KOBİ’lerimizin bu alanda yeteri miktarda desteklendiğini düşünmüyoruz. Son yıllarda destekler arttı, bunu inkar etmiyoruz, fakat bunlar yeterli değildir. Savunma Sanayi Başkanlığı Türkiye’de üretim yapan bütün KOBİ’leri görebilmelidir ve kimin ne iş yaptığını bilmelidir. Ellerinde bir data olması gerekiyor. Eğer böyle bir yöntemle yola çıkarlarsa herkese katkı sağlamış olurlar. Başkanlığın yönlendirmesiyle birlikte herkesin geliştirilmesi gerekiyor. Menatek olarak biz 2004 yılından beri ABD’ye parçalar üretiyoruz. Bu konuda Savunma Sanayi Müsteşarlığı’na ben yazı yazdım. Bizim dışımızda Türkiye’de tank ve top işleriyle ilgili Adapazarı ve Kayseri fabrikalarının hangi ürünleri ürettiğini bize belirtirseniz o ürünleri ABD’de yayınlayarak satışına aracılık yapabiliriz, dedim. Buradan çok büyük siparişler alabiliriz, dedik fakat hiçbir cevap alamadık. Bizim bu nedenle başkanlıktan beklentimiz, Menatek gibi KOBİ’leri ana platformlarla bir araya getirerek iş birliğimizin güçlenmesini sağlamak.
Menatek olarak ihracatla ilgili çalışmalarınızı aktarır mısınız?
Menatek olarak ABD ile çok iyi çalışmalar içerisindeyiz, çünkü onların verdikleri teknik özellikleri iyi değerlendiriyor, iyi okuyor ve test edebilen bir firma haline geldik. Bu nedenle ihracatımız başta ABD olmak üzere, İngiltere, Avrupa ve bazı Uzak Doğu ve Orta Asya ülkelerine ihracat yapmaktayız.
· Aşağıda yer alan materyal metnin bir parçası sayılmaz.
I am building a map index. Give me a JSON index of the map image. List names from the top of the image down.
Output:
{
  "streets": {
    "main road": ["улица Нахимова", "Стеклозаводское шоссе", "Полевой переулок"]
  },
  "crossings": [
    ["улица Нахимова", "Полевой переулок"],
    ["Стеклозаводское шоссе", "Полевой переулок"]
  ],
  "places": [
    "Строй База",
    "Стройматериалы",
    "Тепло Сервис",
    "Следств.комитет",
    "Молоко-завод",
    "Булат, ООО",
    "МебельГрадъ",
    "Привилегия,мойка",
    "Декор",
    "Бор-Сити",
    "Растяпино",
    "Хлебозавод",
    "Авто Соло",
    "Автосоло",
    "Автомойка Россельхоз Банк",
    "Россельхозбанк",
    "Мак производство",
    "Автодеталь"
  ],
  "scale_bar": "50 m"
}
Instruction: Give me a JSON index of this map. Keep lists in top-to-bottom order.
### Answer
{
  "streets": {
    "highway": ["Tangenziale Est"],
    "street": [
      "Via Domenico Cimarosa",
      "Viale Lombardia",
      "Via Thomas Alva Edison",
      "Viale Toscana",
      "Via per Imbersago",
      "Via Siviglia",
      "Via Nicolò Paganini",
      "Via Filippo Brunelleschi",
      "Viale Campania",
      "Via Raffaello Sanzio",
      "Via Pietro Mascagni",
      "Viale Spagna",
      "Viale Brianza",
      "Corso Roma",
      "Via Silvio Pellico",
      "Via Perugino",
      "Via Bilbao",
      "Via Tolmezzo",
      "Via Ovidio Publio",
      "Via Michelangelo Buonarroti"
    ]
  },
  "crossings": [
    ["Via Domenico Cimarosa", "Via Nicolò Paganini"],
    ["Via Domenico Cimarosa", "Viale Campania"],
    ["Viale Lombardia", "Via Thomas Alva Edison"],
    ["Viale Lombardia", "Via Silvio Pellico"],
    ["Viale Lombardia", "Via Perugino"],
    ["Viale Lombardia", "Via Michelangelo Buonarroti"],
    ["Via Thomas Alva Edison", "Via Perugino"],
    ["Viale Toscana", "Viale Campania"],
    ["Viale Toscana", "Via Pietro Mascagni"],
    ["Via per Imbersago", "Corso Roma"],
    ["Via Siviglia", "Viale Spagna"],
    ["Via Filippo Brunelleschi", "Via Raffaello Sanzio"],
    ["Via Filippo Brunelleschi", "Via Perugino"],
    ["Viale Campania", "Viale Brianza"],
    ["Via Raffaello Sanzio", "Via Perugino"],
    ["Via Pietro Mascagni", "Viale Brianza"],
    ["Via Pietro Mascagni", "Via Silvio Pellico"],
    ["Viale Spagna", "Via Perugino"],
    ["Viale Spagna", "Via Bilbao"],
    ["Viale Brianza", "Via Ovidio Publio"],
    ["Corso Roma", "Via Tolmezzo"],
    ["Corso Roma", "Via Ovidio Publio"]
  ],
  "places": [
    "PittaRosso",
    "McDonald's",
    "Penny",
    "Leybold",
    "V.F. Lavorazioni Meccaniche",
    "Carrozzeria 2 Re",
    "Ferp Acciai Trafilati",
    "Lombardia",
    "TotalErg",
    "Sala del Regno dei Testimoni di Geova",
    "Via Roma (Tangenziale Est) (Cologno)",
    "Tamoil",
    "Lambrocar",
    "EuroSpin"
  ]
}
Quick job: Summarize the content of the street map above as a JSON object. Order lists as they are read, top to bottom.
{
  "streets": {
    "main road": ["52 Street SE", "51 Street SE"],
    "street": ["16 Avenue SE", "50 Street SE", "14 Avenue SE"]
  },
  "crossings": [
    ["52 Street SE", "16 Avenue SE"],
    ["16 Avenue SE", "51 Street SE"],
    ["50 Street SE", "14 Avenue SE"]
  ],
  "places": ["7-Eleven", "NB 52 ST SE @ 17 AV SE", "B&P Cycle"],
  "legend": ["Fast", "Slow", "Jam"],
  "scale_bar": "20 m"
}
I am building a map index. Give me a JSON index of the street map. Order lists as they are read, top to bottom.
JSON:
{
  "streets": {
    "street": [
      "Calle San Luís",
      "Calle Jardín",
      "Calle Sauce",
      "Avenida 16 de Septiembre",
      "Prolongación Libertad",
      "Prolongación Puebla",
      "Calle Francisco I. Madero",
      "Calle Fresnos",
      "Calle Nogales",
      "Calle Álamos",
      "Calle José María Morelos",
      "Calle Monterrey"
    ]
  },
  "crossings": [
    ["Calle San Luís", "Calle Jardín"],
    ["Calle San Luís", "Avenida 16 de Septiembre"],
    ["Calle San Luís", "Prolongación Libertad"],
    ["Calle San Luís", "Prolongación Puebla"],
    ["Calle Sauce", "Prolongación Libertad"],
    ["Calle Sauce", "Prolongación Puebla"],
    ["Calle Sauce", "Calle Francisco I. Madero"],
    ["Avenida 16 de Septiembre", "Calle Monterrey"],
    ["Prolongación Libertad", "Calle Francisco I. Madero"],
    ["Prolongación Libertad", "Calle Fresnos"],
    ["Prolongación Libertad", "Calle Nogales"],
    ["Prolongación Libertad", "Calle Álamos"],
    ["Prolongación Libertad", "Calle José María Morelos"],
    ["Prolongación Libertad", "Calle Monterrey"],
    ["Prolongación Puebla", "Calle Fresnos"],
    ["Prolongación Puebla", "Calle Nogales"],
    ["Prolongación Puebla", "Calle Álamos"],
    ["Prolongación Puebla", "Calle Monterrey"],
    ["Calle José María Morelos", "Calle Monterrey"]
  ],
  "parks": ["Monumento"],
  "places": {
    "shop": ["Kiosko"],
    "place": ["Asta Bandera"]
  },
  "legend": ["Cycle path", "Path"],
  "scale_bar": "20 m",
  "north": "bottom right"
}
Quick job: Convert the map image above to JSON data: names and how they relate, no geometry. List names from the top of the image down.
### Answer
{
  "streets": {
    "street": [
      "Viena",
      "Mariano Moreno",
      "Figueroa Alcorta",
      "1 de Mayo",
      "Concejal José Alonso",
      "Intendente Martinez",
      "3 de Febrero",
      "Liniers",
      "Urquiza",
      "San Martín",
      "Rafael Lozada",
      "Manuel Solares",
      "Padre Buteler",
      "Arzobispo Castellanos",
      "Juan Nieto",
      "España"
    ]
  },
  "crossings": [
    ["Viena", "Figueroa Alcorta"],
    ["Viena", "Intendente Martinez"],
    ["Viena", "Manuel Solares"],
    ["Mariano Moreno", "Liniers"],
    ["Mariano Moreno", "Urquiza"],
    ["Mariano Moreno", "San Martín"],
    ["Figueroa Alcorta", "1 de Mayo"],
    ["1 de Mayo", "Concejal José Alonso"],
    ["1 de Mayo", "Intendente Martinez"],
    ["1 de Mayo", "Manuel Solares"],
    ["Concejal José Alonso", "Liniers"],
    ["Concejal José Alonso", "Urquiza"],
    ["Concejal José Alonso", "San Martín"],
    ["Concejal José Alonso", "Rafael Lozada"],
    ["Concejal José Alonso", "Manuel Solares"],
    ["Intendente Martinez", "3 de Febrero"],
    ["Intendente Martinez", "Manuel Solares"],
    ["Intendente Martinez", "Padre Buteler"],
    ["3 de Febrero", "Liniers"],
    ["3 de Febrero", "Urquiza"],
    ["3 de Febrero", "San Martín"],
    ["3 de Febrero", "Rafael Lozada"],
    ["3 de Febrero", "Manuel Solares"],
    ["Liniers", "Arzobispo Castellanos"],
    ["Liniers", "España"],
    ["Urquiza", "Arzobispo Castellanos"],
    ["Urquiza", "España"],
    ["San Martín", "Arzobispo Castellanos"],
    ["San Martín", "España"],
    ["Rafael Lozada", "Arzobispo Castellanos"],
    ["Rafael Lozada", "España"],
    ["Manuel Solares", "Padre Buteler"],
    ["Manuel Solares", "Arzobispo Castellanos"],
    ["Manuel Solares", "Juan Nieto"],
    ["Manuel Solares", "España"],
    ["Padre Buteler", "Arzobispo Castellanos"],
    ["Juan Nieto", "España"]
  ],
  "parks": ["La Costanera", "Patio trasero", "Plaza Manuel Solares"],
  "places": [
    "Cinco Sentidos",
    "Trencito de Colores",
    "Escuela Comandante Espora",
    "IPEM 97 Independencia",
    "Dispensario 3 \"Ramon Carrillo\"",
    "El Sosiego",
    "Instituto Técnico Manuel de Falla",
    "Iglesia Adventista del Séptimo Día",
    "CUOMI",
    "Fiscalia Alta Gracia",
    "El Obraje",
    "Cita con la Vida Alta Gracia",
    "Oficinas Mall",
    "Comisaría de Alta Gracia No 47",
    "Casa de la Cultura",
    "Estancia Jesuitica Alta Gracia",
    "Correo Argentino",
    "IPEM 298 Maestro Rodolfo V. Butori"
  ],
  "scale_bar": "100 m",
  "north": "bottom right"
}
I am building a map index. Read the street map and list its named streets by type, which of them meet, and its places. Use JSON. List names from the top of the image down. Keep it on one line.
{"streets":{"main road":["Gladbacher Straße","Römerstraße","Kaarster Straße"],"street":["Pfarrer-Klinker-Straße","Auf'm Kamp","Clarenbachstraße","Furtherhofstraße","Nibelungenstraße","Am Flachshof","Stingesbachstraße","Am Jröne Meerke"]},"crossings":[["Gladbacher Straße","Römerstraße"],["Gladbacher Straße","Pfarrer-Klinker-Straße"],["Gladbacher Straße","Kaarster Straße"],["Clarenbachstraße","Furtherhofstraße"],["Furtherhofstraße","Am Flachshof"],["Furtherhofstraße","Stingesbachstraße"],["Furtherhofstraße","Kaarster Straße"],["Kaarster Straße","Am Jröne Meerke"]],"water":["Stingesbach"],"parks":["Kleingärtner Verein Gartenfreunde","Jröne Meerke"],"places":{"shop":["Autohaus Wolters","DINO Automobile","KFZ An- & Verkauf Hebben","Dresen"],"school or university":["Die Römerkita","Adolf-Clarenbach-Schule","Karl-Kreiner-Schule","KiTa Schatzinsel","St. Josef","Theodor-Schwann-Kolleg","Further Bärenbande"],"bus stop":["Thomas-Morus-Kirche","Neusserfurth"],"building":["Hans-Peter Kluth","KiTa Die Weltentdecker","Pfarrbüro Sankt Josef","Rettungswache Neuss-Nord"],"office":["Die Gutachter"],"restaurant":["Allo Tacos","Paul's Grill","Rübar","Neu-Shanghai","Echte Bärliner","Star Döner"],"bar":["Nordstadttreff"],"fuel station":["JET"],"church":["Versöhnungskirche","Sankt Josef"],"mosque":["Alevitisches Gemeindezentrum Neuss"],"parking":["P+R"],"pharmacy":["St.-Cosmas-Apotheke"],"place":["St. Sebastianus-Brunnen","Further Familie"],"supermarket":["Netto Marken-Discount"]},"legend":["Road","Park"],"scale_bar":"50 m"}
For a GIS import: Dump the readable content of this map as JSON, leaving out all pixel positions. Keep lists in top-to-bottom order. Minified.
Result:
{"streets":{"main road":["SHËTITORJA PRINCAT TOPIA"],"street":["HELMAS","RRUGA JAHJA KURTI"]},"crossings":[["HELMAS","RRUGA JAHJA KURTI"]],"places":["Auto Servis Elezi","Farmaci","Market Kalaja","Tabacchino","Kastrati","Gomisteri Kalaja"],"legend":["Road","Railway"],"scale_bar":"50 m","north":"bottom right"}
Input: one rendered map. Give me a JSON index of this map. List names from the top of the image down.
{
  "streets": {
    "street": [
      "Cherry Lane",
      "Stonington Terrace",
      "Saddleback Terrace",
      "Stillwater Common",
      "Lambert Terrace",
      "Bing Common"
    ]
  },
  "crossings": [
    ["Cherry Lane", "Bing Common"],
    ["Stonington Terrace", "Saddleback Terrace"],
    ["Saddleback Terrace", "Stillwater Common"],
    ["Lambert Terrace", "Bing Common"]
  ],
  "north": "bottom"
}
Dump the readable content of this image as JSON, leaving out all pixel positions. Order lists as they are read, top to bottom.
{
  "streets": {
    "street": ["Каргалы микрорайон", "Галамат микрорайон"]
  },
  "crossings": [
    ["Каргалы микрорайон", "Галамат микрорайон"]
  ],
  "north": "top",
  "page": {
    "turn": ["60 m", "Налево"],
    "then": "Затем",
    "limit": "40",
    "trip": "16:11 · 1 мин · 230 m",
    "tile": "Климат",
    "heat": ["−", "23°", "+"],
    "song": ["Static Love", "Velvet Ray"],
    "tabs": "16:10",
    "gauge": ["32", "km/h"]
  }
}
Yerli çalışmalar konusunda yaptığınız çalışmaları aktarır mısınız?
Menatek olarak bu konuda hedeflerimiz oldukça büyük. 2017 yılında yurt dışı müşterilerimizden gelen talepler doğrultusunda artık kendi tasarımımız olan yerli ürün üretmeye başladık. Bu gelişimde bizim mühendislerimiz aracılığıyla yapıldı. Bu ürünleri üretirken ihracatımızı da artırmak adına uluslararası firmalarla da sağlam iş geliştirmeler yapmaya devam ediyoruz. Yaptığımız çalışmalar sonucunda yerli özgün ürünler üretmeyi başardık ve ilerleyen süreçte bu özgün ürünlere yenilerini ve daha iddialılarını sektöre kazandırarak yerlilik oranında ki katkımızı büyütmeyi hedefliyoruz.